For those with chronic medical conditions, grabbing a coffee with someone dealing with the same condition, in order to share experiences, may seem like a natural way to cope. But for people with rare diseases, making those face-to-face connections can be difficult or impossible because of the limited number of people with the same condition. Yet rare disease patients often face similar issues, even though their specific condition may be different.
Rare disease researchers Amy Wilstermann and Rachael Baker, who teach biochemistry at Michigan’s Calvin College, discovered some of those common threads first-hand when they invited several people with different rare diseases to the school’s Grand Rapids campus to speak to students taking an intensive three-week course on rare diseases last month.
“They were all telling us very similar things,” Baker told Vita. “Even though their disease is distinct, their feelings about the experience, the difficulty of working with doctors who haven’t treated their rare disease, the way they’re shaping their children or their family. All of those things are actually fairly common experiences between these different people.”
That common bond was at the heart of the college’s first-ever Rare Disease Symposium earlier this month, an event created by Baker and Wilstermann in order to foster connections and build a local community for people with any kind of rare disease.

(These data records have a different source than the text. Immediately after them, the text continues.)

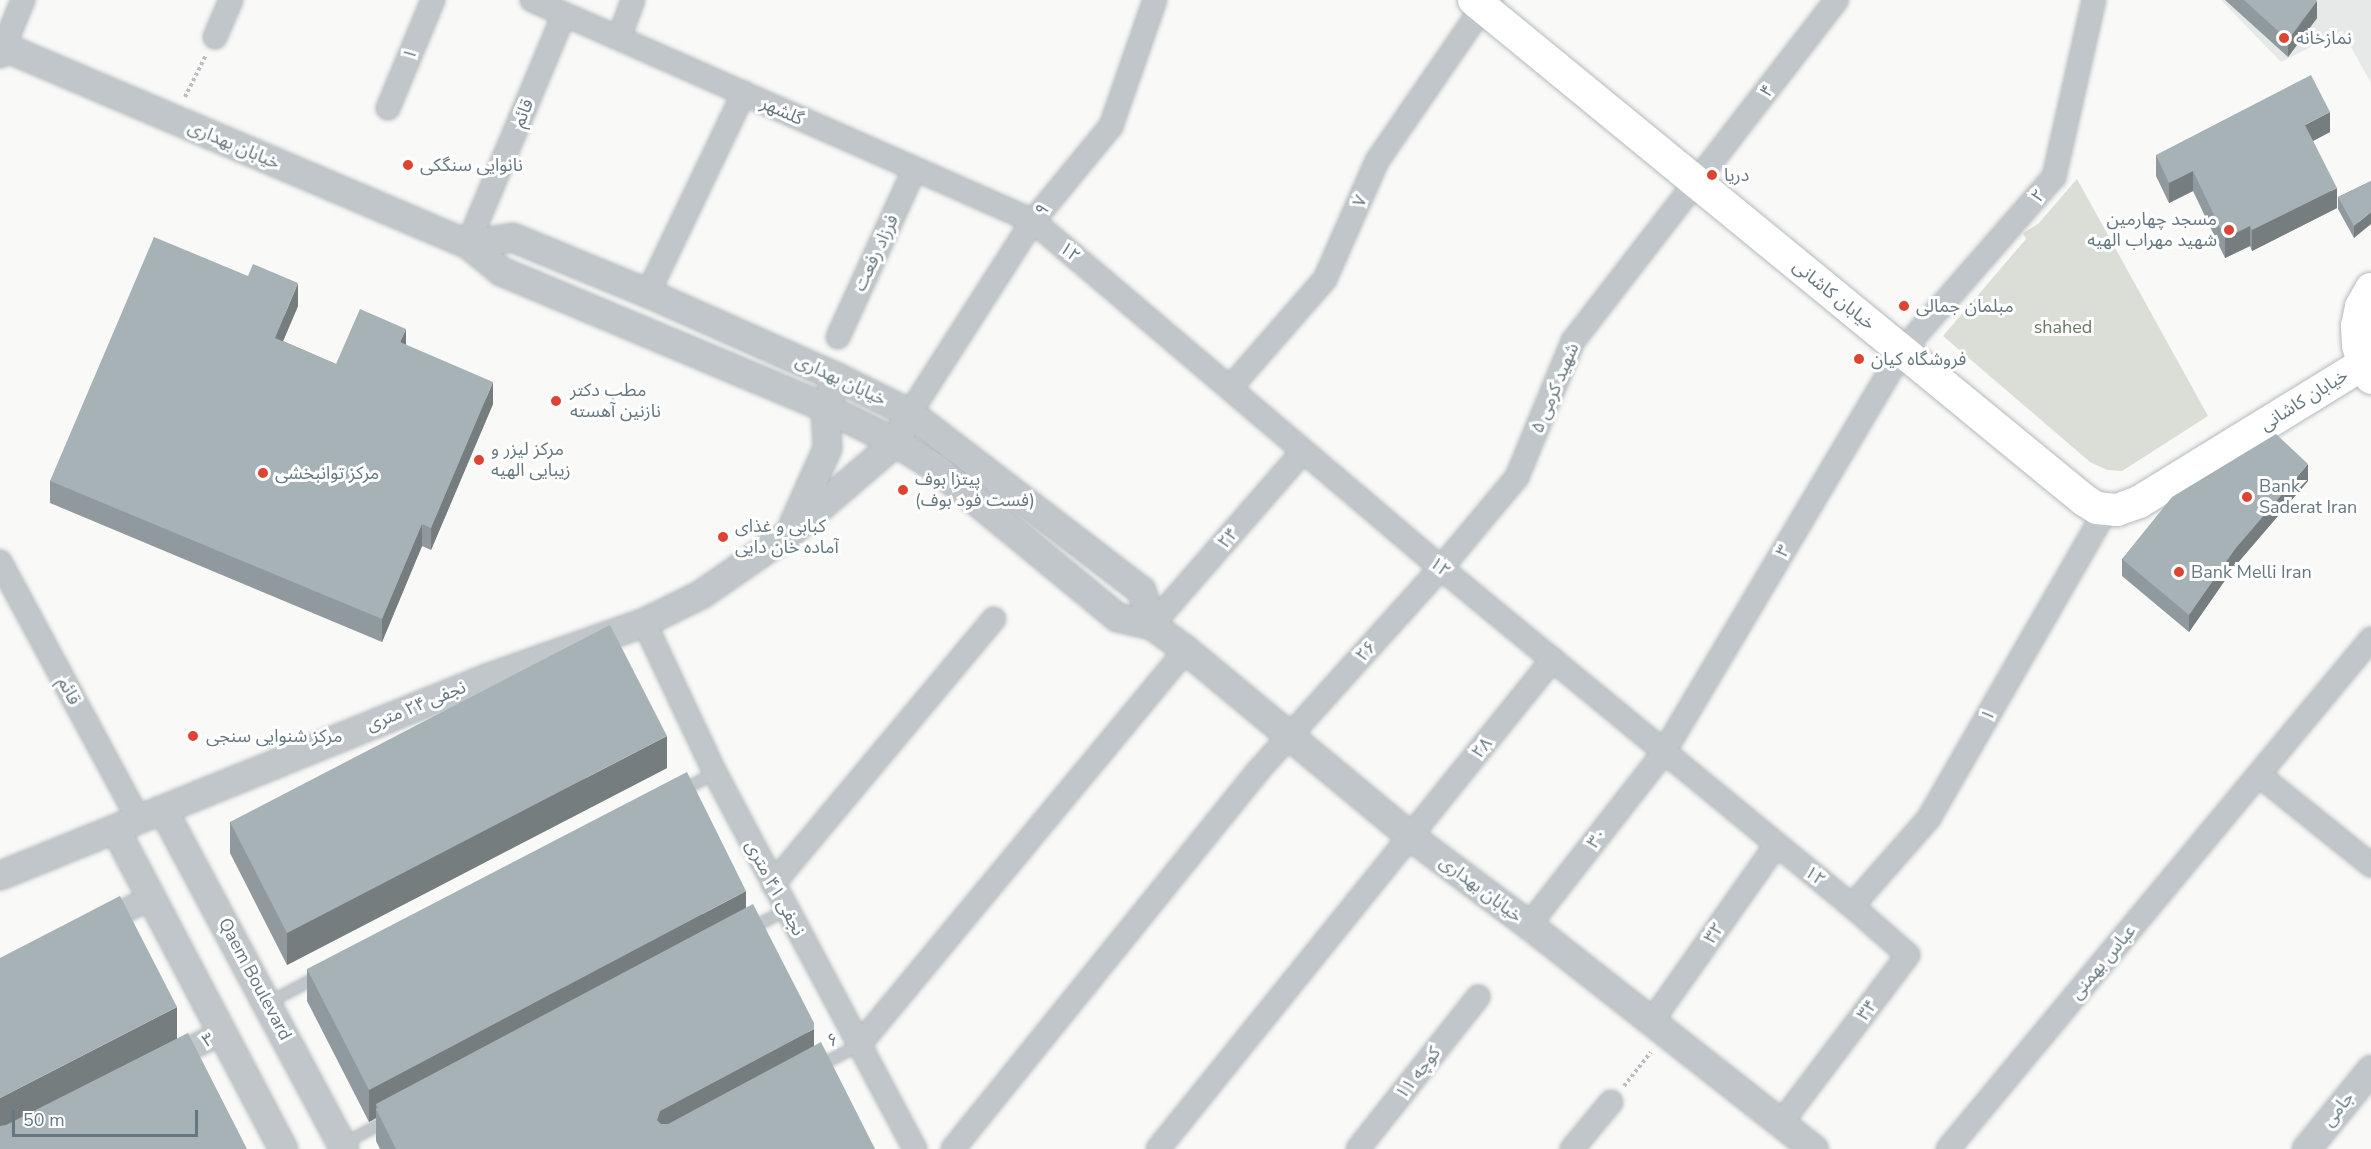 <!DOCTYPE html>
<meta charset="utf-8">
<style>
body{margin:0}
#map{position:relative;width:2371px;height:1149px;overflow:hidden;background:#f9f9f7;font-family:"Nunito Sans","Noto Sans Arabic",sans-serif}
div>[style]{position:absolute}
[style*='--x']{left:calc(var(--x)*1px);top:calc(var(--y)*1px);width:calc(var(--w)*1px);rotate:calc(var(--a)*1deg)}
.built>*{inset:0;background:#e7e9e8}
.green>*{inset:0;background:#daded6}
.path>*{height:4px;margin-top:-2px;transform-origin:0;background:repeating-linear-gradient(90deg,#bbbfc1 0 3px,transparent 0 6px)}
.roads{filter:drop-shadow(0 0 2px #b3babd) drop-shadow(0 0 2px #b3babd)}
.service>*{height:10px;margin:-5px;padding:0 5px;transform-origin:5px;border-radius:5px;background:#c0c6c9}
.minor>*{height:22px;margin:-11px;padding:0 11px;transform-origin:11px;border-radius:11px;background:#c0c6c9}
.tertiary>*{height:27px;margin:-13.5px;padding:0 13.5px;transform-origin:13.5px;border-radius:13.5px;background:#c0c6c9}
.secondary>*{height:32px;margin:-16px;padding:0 16px;transform-origin:16px;border-radius:16px;background:#fff}
.wall>*{inset:0;background:#90999d}
.shaded-wall>*{inset:0;background:#757d7f}
.building>*{inset:0;background:#a7b2b6}
.dots>*{width:16px;height:16px;translate:-50% -50%;box-sizing:border-box;border:3px solid #fff;border-radius:50%}
span{translate:-50% -50%;white-space:nowrap;text-align:center;line-height:1.15;-webkit-text-stroke:6px #fff;paint-order:stroke}
.poi-label{font-size:18px;color:#657881}
.left{translate:0 -50%;text-align:left}
.right{translate:-100% -50%;text-align:right}
.street-label{font-size:18px;color:#657881}
.park-label{font-size:18px;color:#6a7964}
.scale{position:absolute;left:12px;top:1110px;width:186px;height:27px;box-sizing:border-box;border:3px solid #657881;border-top:0;padding-left:8px;font-size:18px;line-height:21px;white-space:nowrap;color:#657881;-webkit-text-stroke:4px #fff;paint-order:stroke}
</style>
<div id="map">
<div class="built">
<div style="clip-path:polygon(2221px 0,2371px 0,2371px 83px,2342px 31px,2281px 62px)"></div>
</div>
<div class="green">
<div style="clip-path:polygon(2077px 179px,2208px 416px,2122px 471px,2107px 470px,2090px 462px,1943px 336px,2026px 239px,2023px 233px,2038px 224px)"></div>
</div>
<div class="path">
<div style="--x:185;--y:97;--w:47;--a:-63.4"></div>
<div style="--x:1624;--y:1086;--w:43;--a:-51.5"></div>
</div>
<div class="roads">
<div class="service">
<div style="--x:681;--y:791;--w:38;--a:-28"></div>
<div style="--x:752;--y:928;--w:38;--a:-28"></div>
<div style="--x:268;--y:1003;--w:55;--a:-28"></div>
<div style="--x:817;--y:1067;--w:47;--a:-27.6"></div>
<div style="--x:343;--y:1144;--w:51;--a:-28.1"></div>
</div>
<div class="minor">
<div style="--x:532;--y:0;--w:548;--a:23.8"></div>
<div style="--x:1033;--y:221;--w:536;--a:40.38"></div>
<div style="--x:1441;--y:568;--w:532;--a:39.43"></div>
<div style="--x:1852;--y:906;--w:74;--a:41.2"></div>
<div style="--x:1908;--y:955;--w:211;--a:127.1"></div>
<div style="--x:215;--y:37;--w:40;--a:-66.6"></div>
<div style="--x:619;--y:38;--w:40;--a:-69.8"></div>
<div style="--x:0;--y:56;--w:61;--a:-67.7"></div>
<div style="--x:388;--y:108;--w:117;--a:-67.4"></div>
<div style="--x:468;--y:244;--w:249;--a:-67.3"></div>
<div style="--x:648;--y:293;--w:222;--a:-64.4"></div>
<div style="--x:838;--y:337;--w:183;--a:-65.5"></div>
<div style="--x:1230;--y:388;--w:145;--a:-48.9"></div>
<div style="--x:1325;--y:279;--w:129;--a:-66.2"></div>
<div style="--x:1377;--y:161;--w:187;--a:-55.5"></div>
<div style="--x:1483;--y:7;--w:11;--a:-41"></div>
<div style="--x:910;--y:413;--w:228;--a:-57.4"></div>
<div style="--x:1033;--y:221;--w:123;--a:-50.6"></div>
<div style="--x:1111;--y:126;--w:133;--a:-70.8"></div>
<div style="--x:0;--y:562;--w:293;--a:61.7"></div>
<div style="--x:644;--y:622;--w:167;--a:64.8"></div>
<div style="--x:715;--y:773;--w:426;--a:62"></div>
<div style="--x:1152;--y:625;--w:230;--a:-49"></div>
<div style="--x:2259;--y:775;--w:144;--a:38.8"></div>
<div style="--x:773;--y:884;--w:345;--a:-50.2"></div>
<div style="--x:1852;--y:906;--w:117;--a:-48.8"></div>
<div style="--x:1929;--y:818;--w:355;--a:-60.1"></div>
<div style="--x:101;--y:923;--w:57;--a:-27"></div>
<div style="--x:1529;--y:925;--w:219;--a:-52"></div>
<div style="--x:1664;--y:752;--w:466;--a:-59.3"></div>
<div style="--x:1902;--y:351;--w:231;--a:-48.9"></div>
<div style="--x:2054;--y:177;--w:181;--a:-77.3"></div>
<div style="--x:1652;--y:1021;--w:215;--a:-54.8"></div>
<div style="--x:859;--y:1045;--w:513;--a:-50.38"></div>
<div style="--x:167;--y:1060;--w:63;--a:-26.6"></div>
<div style="--x:953;--y:1149;--w:486;--a:-51.1"></div>
<div style="--x:1258;--y:771;--w:273;--a:-48"></div>
<div style="--x:1441;--y:568;--w:119;--a:-50.1"></div>
<div style="--x:1517;--y:477;--w:147;--a:-67.6"></div>
<div style="--x:1573;--y:341;--w:431;--a:-52.3"></div>
<div style="--x:1158;--y:1149;--w:629;--a:-51.13"></div>
<div style="--x:1358;--y:1149;--w:194;--a:-51.7"></div>
<div style="--x:1572;--y:1149;--w:61;--a:-50.3"></div>
<div style="--x:1948;--y:1149;--w:663;--a:-50.33"></div>
</div>
<div class="tertiary">
<div style="--x:0;--y:45;--w:509;--a:23.04"></div>
<div style="--x:468;--y:244;--w:43;--a:39.3"></div>
<div style="--x:501;--y:271;--w:351;--a:22.8"></div>
<div style="--x:825;--y:407;--w:78;--a:26.6"></div>
<div style="--x:895;--y:442;--w:47;--a:32"></div>
<div style="--x:935;--y:467;--w:236;--a:39.5"></div>
<div style="--x:1117;--y:617;--w:36;--a:13"></div>
<div style="--x:1152;--y:625;--w:42;--a:36.3"></div>
<div style="--x:1186;--y:650;--w:291;--a:39.7"></div>
<div style="--x:1410;--y:836;--w:149;--a:36.8"></div>
<div style="--x:1529;--y:925;--w:362;--a:38.2"></div>
<div style="--x:468;--y:244;--w:45;--a:-9"></div>
<div style="--x:512;--y:237;--w:147;--a:22.4"></div>
<div style="--x:648;--y:293;--w:207;--a:24"></div>
<div style="--x:837;--y:377;--w:81;--a:26.3"></div>
<div style="--x:910;--y:413;--w:291;--a:37.5"></div>
<div style="--x:1141;--y:590;--w:37;--a:73"></div>
<div style="--x:793;--y:524;--w:83;--a:-65.9"></div>
<div style="--x:827;--y:448;--w:41;--a:-92.8"></div>
<div style="--x:825;--y:407;--w:15;--a:-70"></div>
<div style="--x:163;--y:810;--w:384;--a:61.9"></div>
<div style="--x:115;--y:829;--w:361;--a:62.3"></div>
<div style="--x:0;--y:875;--w:524;--a:-22.07"></div>
<div style="--x:486;--y:678;--w:168;--a:-19.5"></div>
<div style="--x:644;--y:622;--w:64;--a:-26.2"></div>
<div style="--x:701;--y:594;--w:107;--a:-34.7"></div>
<div style="--x:789;--y:533;--w:140;--a:-40.6"></div>
<div style="--x:895;--y:442;--w:33;--a:-63"></div>
<div style="--x:2306;--y:1149;--w:103;--a:-50.9"></div>
</div>
<div class="secondary">
<div style="--x:1474;--y:0;--w:789;--a:39.34"></div>
<div style="--x:2084;--y:500;--w:15;--a:32"></div>
<div style="--x:2097;--y:508;--w:20;--a:6"></div>
<div style="--x:2117;--y:510;--w:23;--a:-20"></div>
<div style="--x:2139;--y:502;--w:263;--a:-31.6"></div>
<div style="--x:2371;--y:289;--w:21;--a:119"></div>
<div style="--x:2361;--y:307;--w:19;--a:102"></div>
<div style="--x:2357;--y:326;--w:19;--a:87"></div>
<div style="--x:2358;--y:345;--w:20;--a:75"></div>
<div style="--x:2363;--y:364;--w:16;--a:60"></div>
</div>
</div>
<div class="wall">
<div style="clip-path:polygon(2225px 0,2316px 0,2317px 18px,2288px 57px)"></div>
<div style="clip-path:polygon(2330px 132px,2313px 141px,2337px 208px,2252px 251px,2250px 246px,2225px 258px,2193px 191px,2169px 203px,2156px 176px,2156px 155px)"></div>
<div style="clip-path:polygon(2371px 181px,2354px 238px,2338px 209px,2338px 197px)"></div>
<div style="clip-path:polygon(298px 306px,283px 341px,336px 364px,406px 345px,493px 404px,431px 550px,422px 546px,382px 642px,50px 503px,50px 481px)"></div>
<div style="clip-path:polygon(2308px 481px,2235px 566px,2189px 632px,2122px 576px,2122px 559px)"></div>
<div style="clip-path:polygon(667px 768px,287px 965px,230px 853px,230px 822px)"></div>
<div style="clip-path:polygon(746px 908px,814px 1046px,875px 1149px,380px 1149px,376px 1141px,376px 1118px,369px 1122px,307px 1001px,307px 969px)"></div>
</div>
<div class="shaded-wall">
<div style="clip-path:polygon(2317px 1px,2317px 18px,2288px 57px,2288px 40px)"></div>
<div style="clip-path:polygon(2330px 112px,2330px 132px,2305px 145px,2305px 125px)"></div>
<div style="clip-path:polygon(2193px 171px,2193px 191px,2169px 203px,2169px 183px)"></div>
<div style="clip-path:polygon(2337px 188px,2337px 208px,2252px 251px,2252px 230px)"></div>
<div style="clip-path:polygon(2371px 212px,2371px 224px,2354px 238px,2354px 226px)"></div>
<div style="clip-path:polygon(2250px 226px,2250px 246px,2225px 258px,2225px 238px)"></div>
<div style="clip-path:polygon(298px 283px,298px 306px,275px 360px,275px 338px)"></div>
<div style="clip-path:polygon(406px 329px,406px 351px,400px 342px)"></div>
<div style="clip-path:polygon(493px 382px,493px 404px,431px 550px,431px 528px)"></div>
<div style="clip-path:polygon(2308px 464px,2308px 481px,2235px 566px,2189px 632px,2189px 615px,2235px 549px)"></div>
<div style="clip-path:polygon(422px 524px,422px 546px,382px 642px,382px 619px)"></div>
<div style="clip-path:polygon(667px 736px,667px 768px,287px 965px,287px 933px)"></div>
<div style="clip-path:polygon(746px 891px,746px 923px,378px 1108px,376px 1104px,376px 1118px,369px 1122px,369px 1090px)"></div>
<div style="clip-path:polygon(177px 1007px,177px 1039px,0 1130px,0 1098px)"></div>
<div style="clip-path:polygon(814px 1029px,814px 1061px,660px 1142px,657px 1120px,660px 1111px)"></div>
</div>
<div class="building">
<div style="clip-path:polygon(2244px 0,2316px 0,2317px 1px,2288px 40px)"></div>
<div style="clip-path:polygon(2311px 75px,2330px 112px,2305px 125px,2337px 188px,2252px 230px,2250px 226px,2225px 238px,2193px 171px,2169px 183px,2156px 155px)"></div>
<div style="clip-path:polygon(2371px 181px,2371px 212px,2354px 226px,2338px 197px)"></div>
<div style="clip-path:polygon(154px 237px,248px 276px,253px 264px,298px 283px,275px 338px,336px 364px,360px 309px,406px 329px,400px 342px,493px 382px,431px 528px,422px 524px,382px 619px,50px 481px)"></div>
<div style="clip-path:polygon(2276px 434px,2308px 464px,2235px 549px,2189px 615px,2122px 559px,2172px 497px)"></div>
<div style="clip-path:polygon(610px 625px,667px 736px,287px 933px,230px 822px)"></div>
<div style="clip-path:polygon(687px 772px,746px 891px,369px 1090px,307px 969px)"></div>
<div style="clip-path:polygon(120px 896px,177px 1007px,0 1098px,0 958px)"></div>
<div style="clip-path:polygon(753px 904px,814px 1023px,814px 1029px,660px 1111px,657px 1120px,661px 1124px,668px 1124px,821px 1042px,875px 1149px,396px 1149px,376px 1109px,378px 1108px,376px 1104px)"></div>
<div style="clip-path:polygon(188px 1033px,247px 1149px,0 1149px,0 1126px,6px 1125px)"></div>
</div>
<div class="dots">
<div style="left:2284px;top:38px;background:#dd4532"></div>
<div style="left:408px;top:165px;background:#dd4532"></div>
<div style="left:1712px;top:175px;background:#dd4532"></div>
<div style="left:2229px;top:230px;background:#dd4532"></div>
<div style="left:1904px;top:306px;background:#dd4532"></div>
<div style="left:1859px;top:359px;background:#dd4532"></div>
<div style="left:556px;top:401px;background:#dd4532"></div>
<div style="left:479px;top:460px;background:#dd4532"></div>
<div style="left:263px;top:473px;background:#dd4532"></div>
<div style="left:903px;top:490px;background:#dd4532"></div>
<div style="left:2247px;top:497px;background:#dd4532"></div>
<div style="left:723px;top:537px;background:#dd4532"></div>
<div style="left:2179px;top:572px;background:#dd4532"></div>
<div style="left:193px;top:736px;background:#dd4532"></div>
</div>
<div class="poi-label">
<span class="left" style="left:2296px;top:38px">نمازخانه</span>
<span class="left" style="left:420px;top:165px">نانوایی سنگکی</span>
<span class="left" style="left:1724px;top:175px">دریا</span>
<span class="right" style="left:2217px;top:230px">مسجد چهارمین<br>شهید مهراب الهیه</span>
<span class="left" style="left:1916px;top:306px">مبلمان جمالی</span>
<span class="left" style="left:1871px;top:359px">فروشگاه کیان</span>
<span class="left" style="left:570px;top:401px">مطب دکتر<br>نازنین آهسته</span>
<span class="left" style="left:491px;top:460px">مرکز لیزر و<br>زیبایی الهیه</span>
<span class="left" style="left:275px;top:473px">مرکز توانبخشی</span>
<span class="left" style="left:915px;top:490px">پیتزا بوف<br>(فست فود بوف)</span>
<span class="left" style="left:2259px;top:497px">Bank<br>Saderat Iran</span>
<span class="left" style="left:735px;top:537px">کبابی و غذای<br>آماده خان دایی</span>
<span class="left" style="left:2191px;top:572px">Bank Melli Iran</span>
<span class="left" style="left:206px;top:736px">مرکز شنوایی سنجی</span>
</div>
<div class="street-label">
<span style="left:410px;top:54px;rotate:-67deg">۱</span>
<span style="left:1767px;top:91px;rotate:-52deg">۴</span>
<span style="left:782px;top:111px;rotate:24deg">گلشهر</span>
<span style="left:523px;top:113px;rotate:-67deg">قائم</span>
<span style="left:234px;top:145px;rotate:23deg">خیابان بهداری</span>
<span style="left:2038px;top:196px;rotate:-49deg">۲</span>
<span style="left:1360px;top:201px;rotate:-66deg">۷</span>
<span style="left:1042px;top:210px;rotate:-51deg">۹</span>
<span style="left:1070px;top:252px;rotate:40deg">۱۲</span>
<span style="left:876px;top:253px;rotate:-65deg">فرزاد رفعت</span>
<span style="left:1834px;top:295px;rotate:39deg">خیابان کاشانی</span>
<span style="left:841px;top:380px;rotate:25deg">خیابان بهداری</span>
<span style="left:1555px;top:388px;rotate:-67deg">۵ شهید کرمی</span>
<span style="left:2304px;top:400px;rotate:-32deg">خیابان کاشانی</span>
<span style="left:1228px;top:538px;rotate:-49deg">۲۴</span>
<span style="left:1783px;top:551px;rotate:-59deg">۳</span>
<span style="left:1440px;top:567px;rotate:40deg">۱۲</span>
<span style="left:1366px;top:651px;rotate:-48deg">۲۶</span>
<span style="left:69px;top:691px;rotate:62deg">قائم</span>
<span style="left:416px;top:706px;rotate:-22deg">نجفی ۲۴ متری</span>
<span style="left:1988px;top:715px;rotate:-60deg">۱</span>
<span style="left:1482px;top:748px;rotate:-51deg">۲۸</span>
<span style="left:1597px;top:838px;rotate:-52deg">۳۰</span>
<span style="left:1815px;top:876px;rotate:38deg">۱۲</span>
<span style="left:775px;top:888px;rotate:62deg">نجفی ۴۱ متری</span>
<span style="left:1481px;top:889px;rotate:37deg">خیابان بهداری</span>
<span style="left:1714px;top:933px;rotate:-55deg">۳۲</span>
<span style="left:2103px;top:962px;rotate:-50deg">عباس بهمنی</span>
<span style="left:255px;top:979px;rotate:62deg">Qaem Boulevard</span>
<span style="left:1867px;top:1010px;rotate:-53deg">۳۴</span>
<span style="left:208px;top:1040px;rotate:-27deg">۳</span>
<span style="left:833px;top:1040px;rotate:-28deg">۶</span>
<span style="left:1418px;top:1073px;rotate:-52deg">کوچه ۱۱</span>
<span style="left:2338px;top:1109px;rotate:-51deg">جامی</span>
</div>
<div class="park-label">
<span style="left:2063px;top:327px">shahed</span>
</div>
<div class="scale">50 m</div>
</div>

“There is some automatic connection between people that have these rare diseases, even though they might have very different diseases,” Wilstermann said.
Connecting people with rare diseases was a natural idea, but finding those people required some creative thinking. Estimates put the number of Americans affected by any of the 7,000 identified rare diseases as high as 30 million, so the professors knew they had a sizable pool of people to reach out to. With that in mind, they announced their symposium with fliers on telephone poles, listings in church bulletins and even by walking in a local Fourth of July parade to hand out information.
“People would say, ‘Oh, I’m rare’ or ‘I’m a zebra’ and they would grab the flier and be excited that somebody was acknowledging this,” Wilstermann said.
The offbeat outreach strategy worked. Nearly 200 people attended the symposium on March 3. The group was a mix of students, healthcare professionals, people with rare diseases and those who care for them.
“It was really exciting to watch people get to connect with each other over these common experiences and find a venue to share some of their own story and their frustrations and challenges,” Baker said.
Attendees listen to a presentation at Calvin College’s Rare Disease Symposium on the school’s campus in Grand Rapids, Michigan. About 190 people attended the event on March 3. (Photo/Calvin College)
A recent study showed a link between rare disease, anxiety and depression and that connecting to other people with the same disease could help improve quality of life. Many rare disease advocacy groups sponsor periodic gatherings to bring affected people together from across the country or the world. But even if patients are able to attend one of those events, Baker says it’s important for them to have someone who can empathize with them at home.
“You meet people from other places but then you go back to your place and still there’s no one there,”
she said. “So you still feel locally isolated.”
Baker and Wilstermann hope the gathering becomes a regular one and the foundation of a local rare disease community that includes medical experts as well as patients. As the core members of Calvin’s Rare Disease Research Group, they want to connect healthcare professionals in the region and inspire their students to take on the challenge presented by rare diseases.
“We want them to start to get an awareness that we need to be looking out for patients that have symptoms that we haven’t seen before and thinking about how to be diligent and care for them well,” Wilstermann said.